PROBLEM TO SOLVE: Copy every entry below exactly as it appears, leaving out the images.

(Saved data entries)
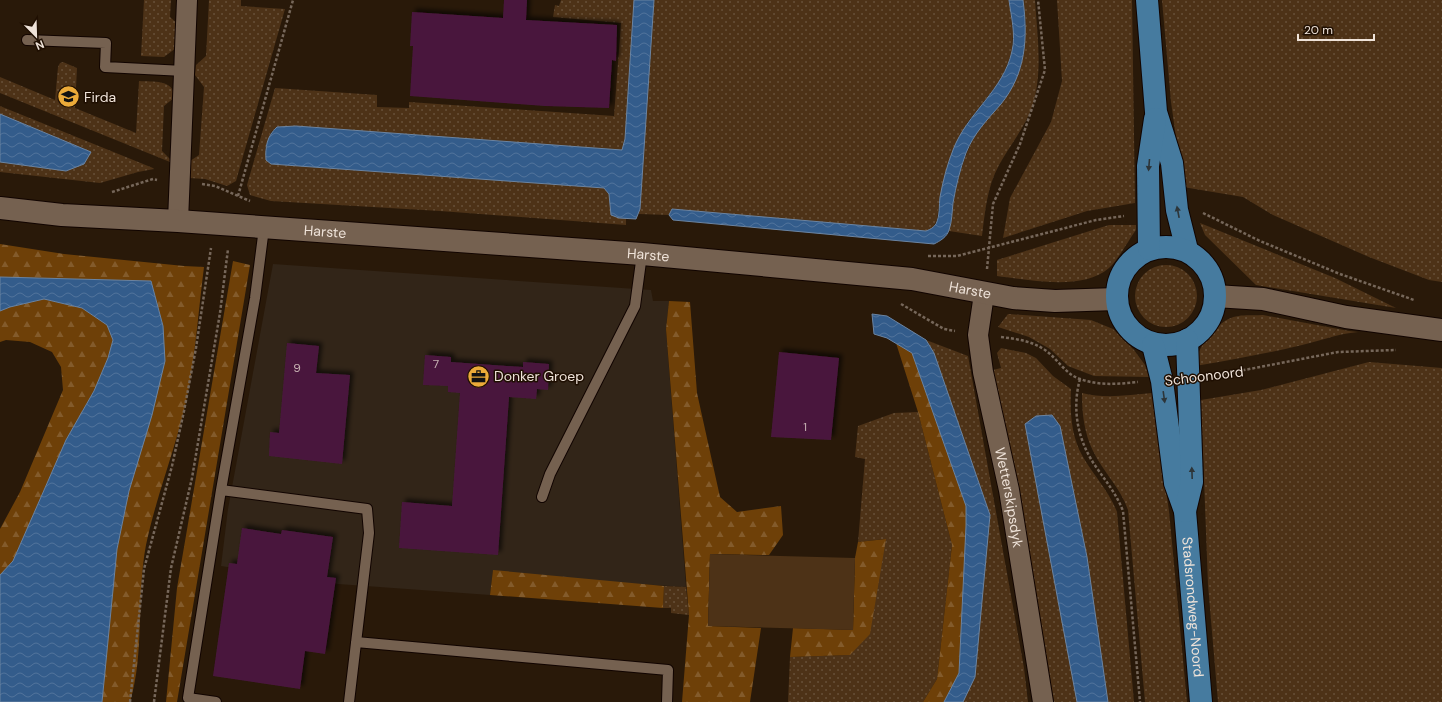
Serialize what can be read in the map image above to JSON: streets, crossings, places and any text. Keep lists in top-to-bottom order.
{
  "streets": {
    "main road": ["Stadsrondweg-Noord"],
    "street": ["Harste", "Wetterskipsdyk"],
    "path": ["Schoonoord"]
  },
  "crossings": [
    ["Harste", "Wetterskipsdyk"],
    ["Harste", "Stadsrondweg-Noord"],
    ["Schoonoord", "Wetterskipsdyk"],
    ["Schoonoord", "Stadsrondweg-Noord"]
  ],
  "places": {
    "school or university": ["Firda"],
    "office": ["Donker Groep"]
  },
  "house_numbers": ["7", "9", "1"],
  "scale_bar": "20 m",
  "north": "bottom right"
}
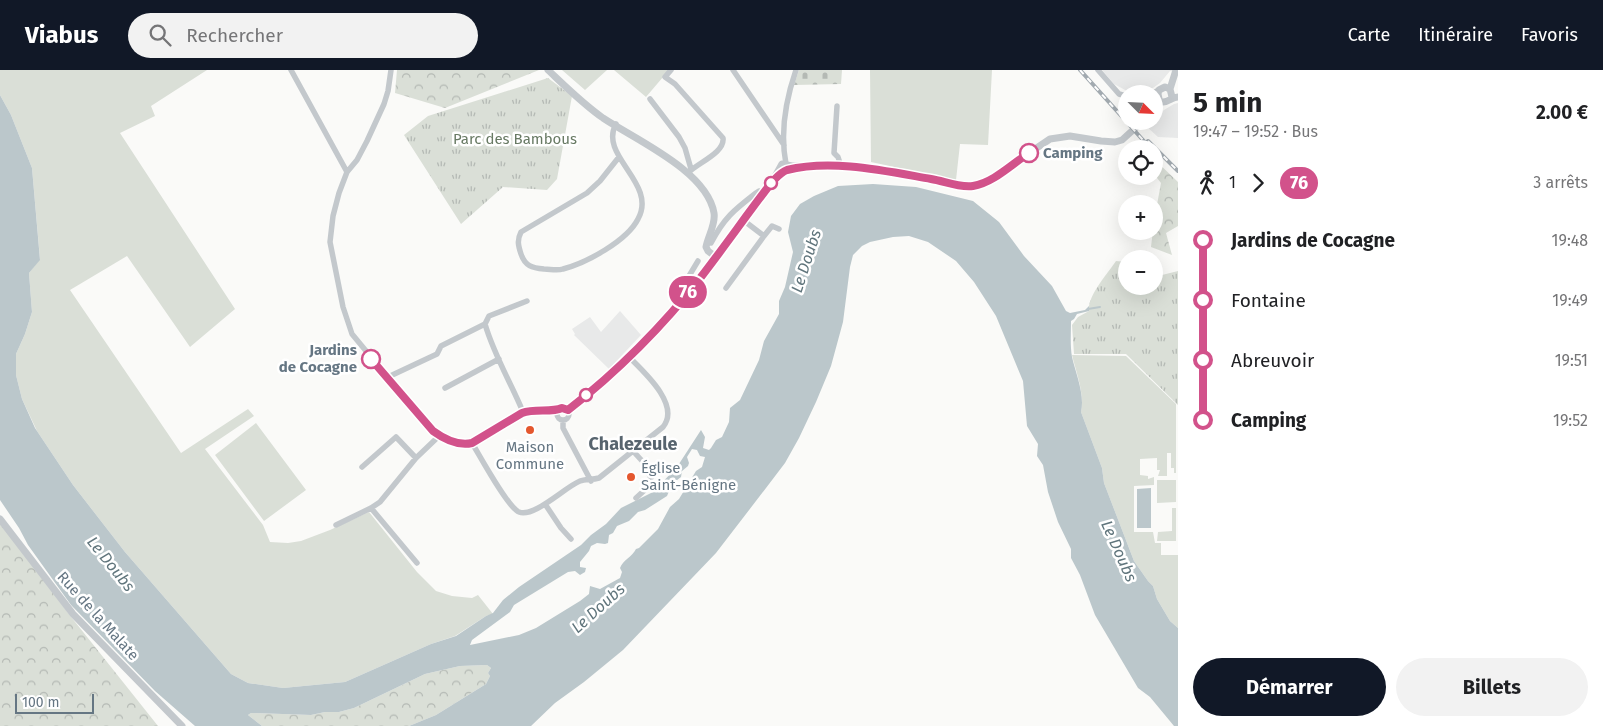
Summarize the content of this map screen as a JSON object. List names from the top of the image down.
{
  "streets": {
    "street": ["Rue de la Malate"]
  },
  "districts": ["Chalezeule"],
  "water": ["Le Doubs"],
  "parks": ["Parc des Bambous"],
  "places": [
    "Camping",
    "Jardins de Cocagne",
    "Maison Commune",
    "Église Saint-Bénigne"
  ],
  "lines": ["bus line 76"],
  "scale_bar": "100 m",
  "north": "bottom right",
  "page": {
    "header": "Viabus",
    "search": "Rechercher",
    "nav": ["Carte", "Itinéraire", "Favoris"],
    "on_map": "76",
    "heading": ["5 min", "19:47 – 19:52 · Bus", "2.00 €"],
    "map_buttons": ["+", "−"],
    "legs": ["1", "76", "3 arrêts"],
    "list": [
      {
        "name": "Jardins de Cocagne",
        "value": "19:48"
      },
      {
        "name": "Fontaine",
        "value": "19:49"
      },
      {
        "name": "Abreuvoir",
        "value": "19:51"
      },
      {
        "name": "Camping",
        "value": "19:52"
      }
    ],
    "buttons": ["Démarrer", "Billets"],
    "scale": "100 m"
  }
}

YOUR RESPONSE:
Serialize what can be read in the map image above to JSON: streets, crossings, places and any text. Keep lists in top-to-bottom order.
{
  "streets": {
    "main road": ["Stadsrondweg-Noord"],
    "street": ["Harste", "Wetterskipsdyk"],
    "path": ["Schoonoord"]
  },
  "crossings": [
    ["Harste", "Wetterskipsdyk"],
    ["Harste", "Stadsrondweg-Noord"],
    ["Schoonoord", "Wetterskipsdyk"],
    ["Schoonoord", "Stadsrondweg-Noord"]
  ],
  "places": {
    "school or university": ["Firda"],
    "office": ["Donker Groep"]
  },
  "house_numbers": ["7", "9", "1"],
  "scale_bar": "20 m",
  "north": "bottom right"
}
Summarize the content of this map screen as a JSON object. List names from the top of the image down.
{
  "streets": {
    "street": ["Rue de la Malate"]
  },
  "districts": ["Chalezeule"],
  "water": ["Le Doubs"],
  "parks": ["Parc des Bambous"],
  "places": [
    "Camping",
    "Jardins de Cocagne",
    "Maison Commune",
    "Église Saint-Bénigne"
  ],
  "lines": ["bus line 76"],
  "scale_bar": "100 m",
  "north": "bottom right",
  "page": {
    "header": "Viabus",
    "search": "Rechercher",
    "nav": ["Carte", "Itinéraire", "Favoris"],
    "on_map": "76",
    "heading": ["5 min", "19:47 – 19:52 · Bus", "2.00 €"],
    "map_buttons": ["+", "−"],
    "legs": ["1", "76", "3 arrêts"],
    "list": [
      {
        "name": "Jardins de Cocagne",
        "value": "19:48"
      },
      {
        "name": "Fontaine",
        "value": "19:49"
      },
      {
        "name": "Abreuvoir",
        "value": "19:51"
      },
      {
        "name": "Camping",
        "value": "19:52"
      }
    ],
    "buttons": ["Démarrer", "Billets"],
    "scale": "100 m"
  }
}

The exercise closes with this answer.